On Mon, Feb 24, 2014 at 2:42 PM, Mike Miller <mbmiller+l at gmail.com> wrote:

> On Mon, 24 Feb 2014, Michael Moore wrote:
>
>  This reminds me to ask about something I've been thinking of doing with
>>>> photos on web pages and Apache cgi-bin.  I have photos on web pages with
>>>> this kind of layout:
>>>>
>>>>
>>> http://genetsim.org/Seoul/20100605_Seoul/
>>>
>>> I wrote scripts that compile pages from a few basic elements -- a
>>> collection of image files in a directory, one file with captions, another
>>> file with intro info, another with title.
>>>
>>> What I'd like to do is add a link that allows the user to click on it
>>> and download the whole works in a .zip file.  I think the zip file can be
>>> written on the fly instead of storing a bunch of .zip files on the web
>>> server, doubling the space used by photos.
>>>
>>> Have any of you done something like this using cgi-bin?  It seems doable
>>> but it has been awhile since I've done anything like this.
>>>
>>
>>
>> I like to make a temp file and send that so that I can indicate the file
>> size to the user.

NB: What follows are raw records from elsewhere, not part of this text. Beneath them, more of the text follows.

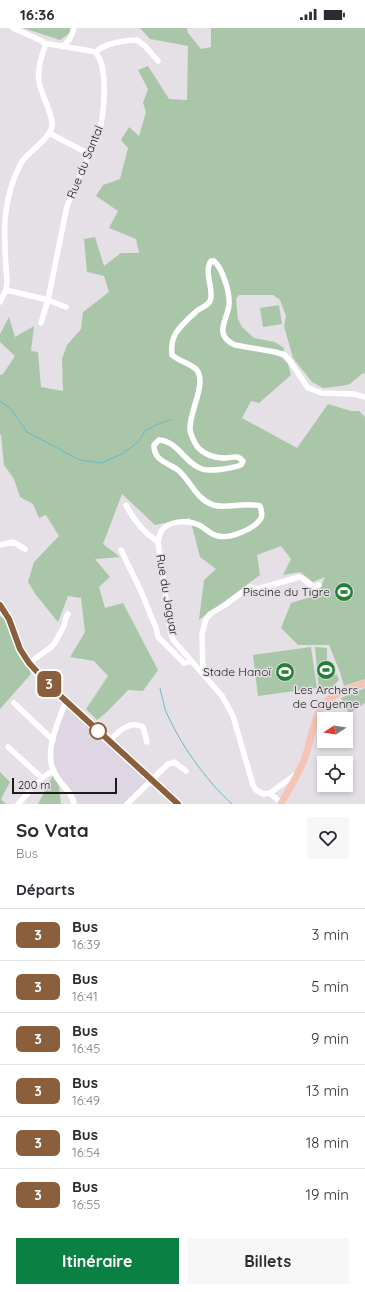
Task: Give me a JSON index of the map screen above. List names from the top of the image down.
{
  "streets": {
    "street": ["Rue du Santal", "Rue du Jaguar"]
  },
  "places": {
    "sports": ["Piscine du Tigre", "Les Archers de Cayenne", "Stade Hanoï"]
  },
  "lines": ["bus line 3"],
  "scale_bar": "200 m",
  "north": "left",
  "page": {
    "status": "16:36",
    "on_map": "3",
    "scale": "200 m",
    "heading": [
      ["So Vata", "Bus"],
      "Départs"
    ],
    "list": [
      {
        "mark": "3",
        "name": "Bus",
        "note": "16:39",
        "value": "3 min"
      },
      {
        "mark": "3",
        "name": "Bus",
        "note": "16:41",
        "value": "5 min"
      },
      {
        "mark": "3",
        "name": "Bus",
        "note": "16:45",
        "value": "9 min"
      },
      {
        "mark": "3",
        "name": "Bus",
        "note": "16:49",
        "value": "13 min"
      },
      {
        "mark": "3",
        "name": "Bus",
        "note": "16:54",
        "value": "18 min"
      },
      {
        "mark": "3",
        "name": "Bus",
        "note": "16:55",
        "value": "19 min"
      }
    ],
    "buttons": ["Itinéraire", "Billets"]
  }
}
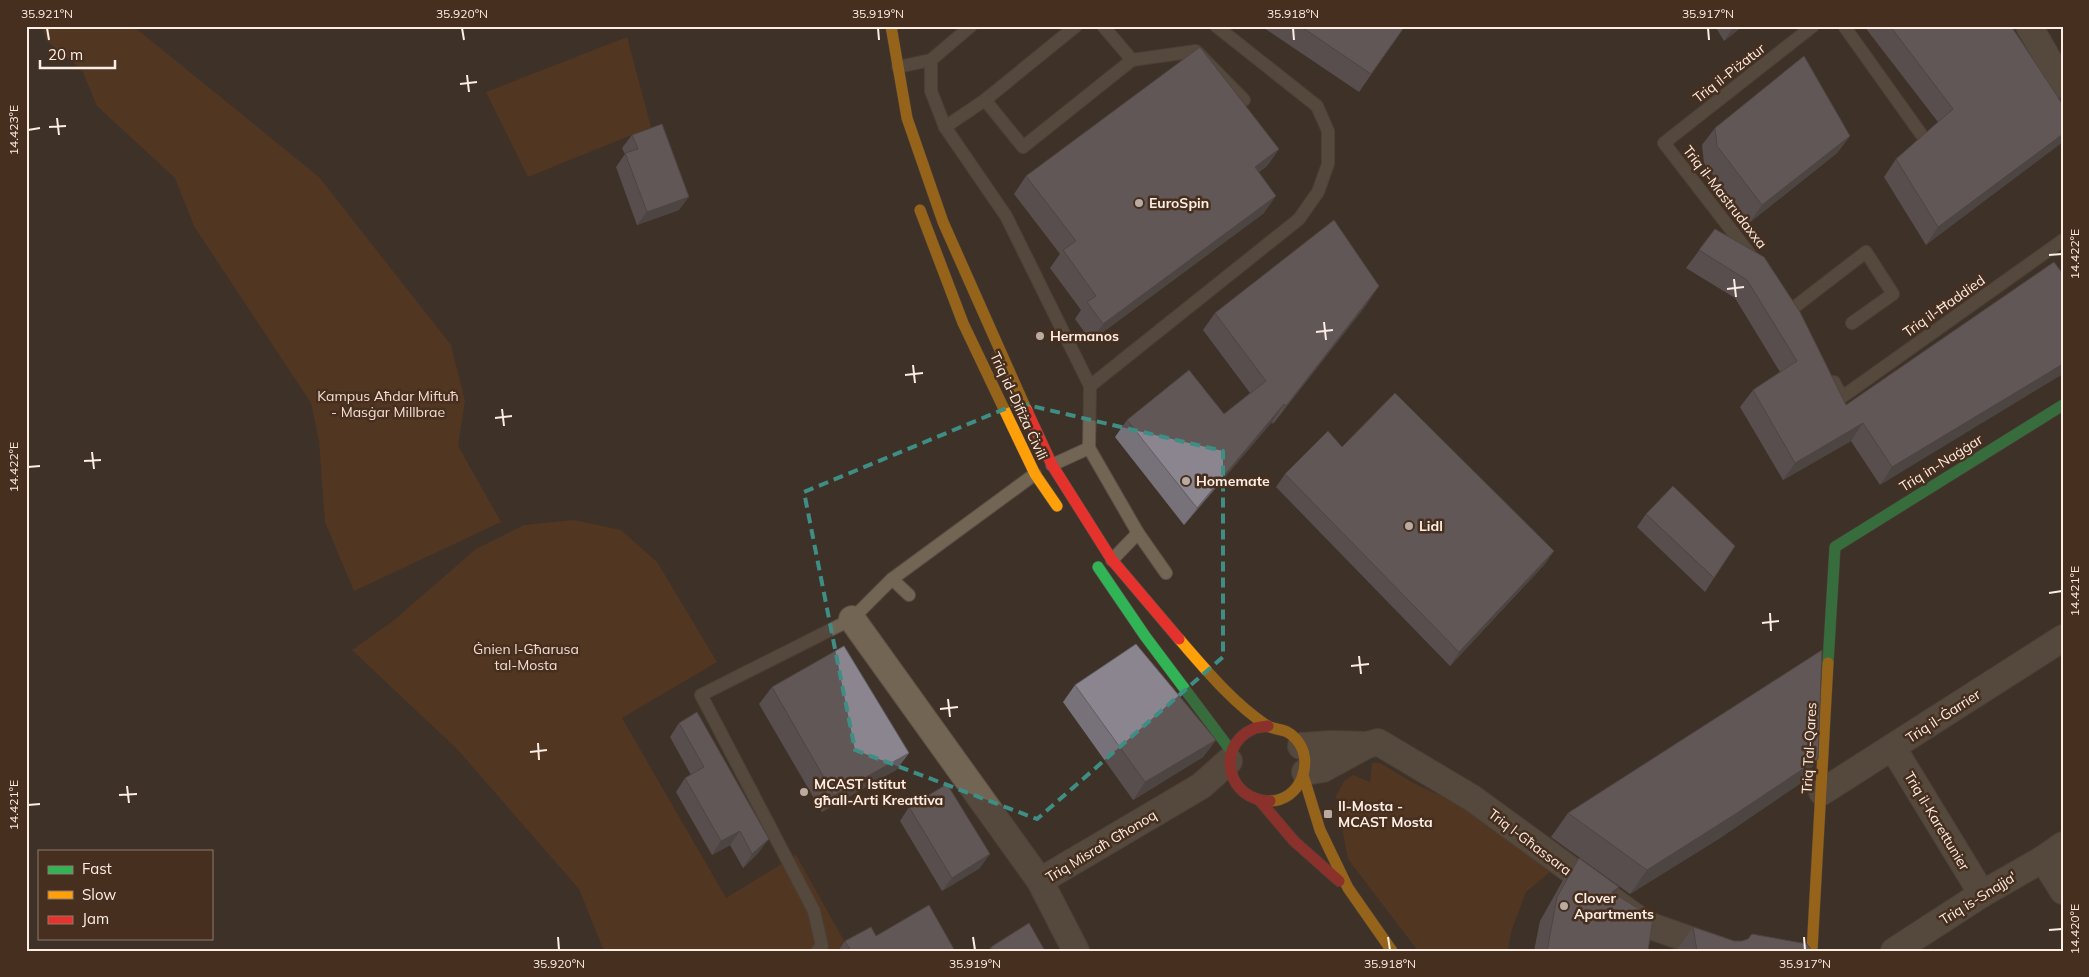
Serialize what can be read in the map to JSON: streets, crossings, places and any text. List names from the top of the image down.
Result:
{
  "streets": {
    "main road": ["Triq id-Difiża Ċivili", "Triq in-Naġġar", "Triq Tal-Qares"],
    "street": [
      "Triq il-Ġarrier",
      "Triq il-Karettunier",
      "Triq l-Għassara",
      "Triq Misraħ Għonoq",
      "Triq is-Snajja'"
    ],
    "lane": ["Triq il-Piżatur", "Triq il-Mastrudaxxa", "Triq il-Ħaddied"]
  },
  "crossings": [
    ["Triq il-Piżatur", "Triq il-Mastrudaxxa"],
    ["Triq id-Difiża Ċivili", "Triq l-Għassara"],
    ["Triq id-Difiża Ċivili", "Triq Misraħ Għonoq"],
    ["Triq in-Naġġar", "Triq Tal-Qares"],
    ["Triq il-Ġarrier", "Triq Tal-Qares"],
    ["Triq il-Ġarrier", "Triq il-Karettunier"],
    ["Triq il-Karettunier", "Triq is-Snajja'"],
    ["Triq l-Għassara", "Triq Misraħ Għonoq"]
  ],
  "parks": ["Kampus Aħdar Miftuħ - Masġar Millbrae", "Ġnien l-Għarusa tal-Mosta"],
  "places": {
    "other": [
      "EuroSpin",
      "Hermanos",
      "Homemate",
      "Lidl",
      "MCAST Istitut għall-Arti Kreattiva",
      "Clover Apartments"
    ],
    "transit": ["Il-Mosta - MCAST Mosta"]
  },
  "legend": ["Fast", "Slow", "Jam"],
  "scale_bar": "20 m",
  "coordinates": [
    "35.921°N",
    "35.920°N",
    "35.919°N",
    "35.918°N",
    "35.917°N",
    "14.423°E",
    "14.422°E",
    "14.421°E",
    "14.420°E"
  ]
}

If you don't indicate a file size the progress bar in
>> their download manager just goes back and forth.
>>
>> However, if you want to just send a zip file which is created on the fly,
>> you can do something as simple as this:
>>
>> I save and tried this as a CGI script and it worked. The '-' tells zip to
>> send the zip file to stdout, which in a CGI scenario means to send it to
>> the browser.
>>
>>
>>
>> #!/bin/bash
>>
>> echo "Content-type: application/octet-stream"
>> echo "Content-Disposition: attachment; filename='mydownload.zip'"
>> echo  ""
>>
>> zip -0 - /var/www/html/ziptest/*
>>
>
>
> Thanks for the tip, Michael.  I like the idea of sending a file size.  Do
> you think it would be OK to use the approximate file size I obain using
> this command:
>

I don't think that will work. It's been a while since I played around with
it, but I think if the actual size and the size you report are different
some browser complain that the download might be corrupt.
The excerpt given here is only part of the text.